Tag: postscript

About

PostScript (PS) is a page description language and programming language used primarily in the electronic and desktop publishing areas.

The concepts of the PostScript language were seeded in 1976 when John Warnock was working at Evans & Sutherland, a famous computer graphics company. At that time John Warnock was developing an interpreter for a large three-dimensional graphics database of New York harbor. Warnock conceived the Design System language to process the graphics, very similar to the Forth programming language.

Concurrently, researchers at Xerox PARC had developed the first laser printer and had recognized the need for a standard means of defining page images. In 1975-76 a team led by Bob Sproull developed the Press format, which was eventually used in the Xerox Star system to drive laser printers. But Press, a data format rather than a language, lacked flexibility, and PARC mounted the InterPress effort to create a successor.

In 1978 Evans and Sutherland asked Warnock to move from the San Francisco Bay Area to their main headquarters in Utah, but he was not interested in moving. He then joined Xerox PARC to work with Martin Newell. They rewrote Design System to create JaM (for "John and Martin") which was used for VLSI design and the investigation of type and graphics printing. This work later evolved and expanded into the InterPress language.

Warnock left with Chuck Geschke and founded Adobe Systems in December 1982. They created a simpler language, similar to InterPress, called PostScript, which went on the market in 1984. At about this time they were visited by Steve Jobs, who urged them to adapt PostScript to be used as the language for driving laser printers.

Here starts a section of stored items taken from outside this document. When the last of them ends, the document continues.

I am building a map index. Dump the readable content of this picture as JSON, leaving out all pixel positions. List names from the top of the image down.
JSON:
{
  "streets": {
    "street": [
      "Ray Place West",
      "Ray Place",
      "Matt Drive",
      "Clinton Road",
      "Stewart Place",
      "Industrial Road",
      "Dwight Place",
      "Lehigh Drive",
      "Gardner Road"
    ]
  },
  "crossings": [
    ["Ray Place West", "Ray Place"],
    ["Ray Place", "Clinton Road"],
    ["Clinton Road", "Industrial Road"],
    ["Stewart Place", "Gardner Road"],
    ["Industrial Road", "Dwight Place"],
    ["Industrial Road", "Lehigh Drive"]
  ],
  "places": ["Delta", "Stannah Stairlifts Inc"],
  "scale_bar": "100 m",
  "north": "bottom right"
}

In March of 1985, the Apple LaserWriter was the first printer to ship with PostScript, sparking the desktop publishing (DTP) revolution in the mid-1980s. The combination of technical merits and widespread availability made PostScript a language of choice for graphical output for printing applications. For a time an interpreter (sometimes referred to as a RIP -for Raster Image Processor) for the PostScript language was a common component of laser printers, into the 1990s.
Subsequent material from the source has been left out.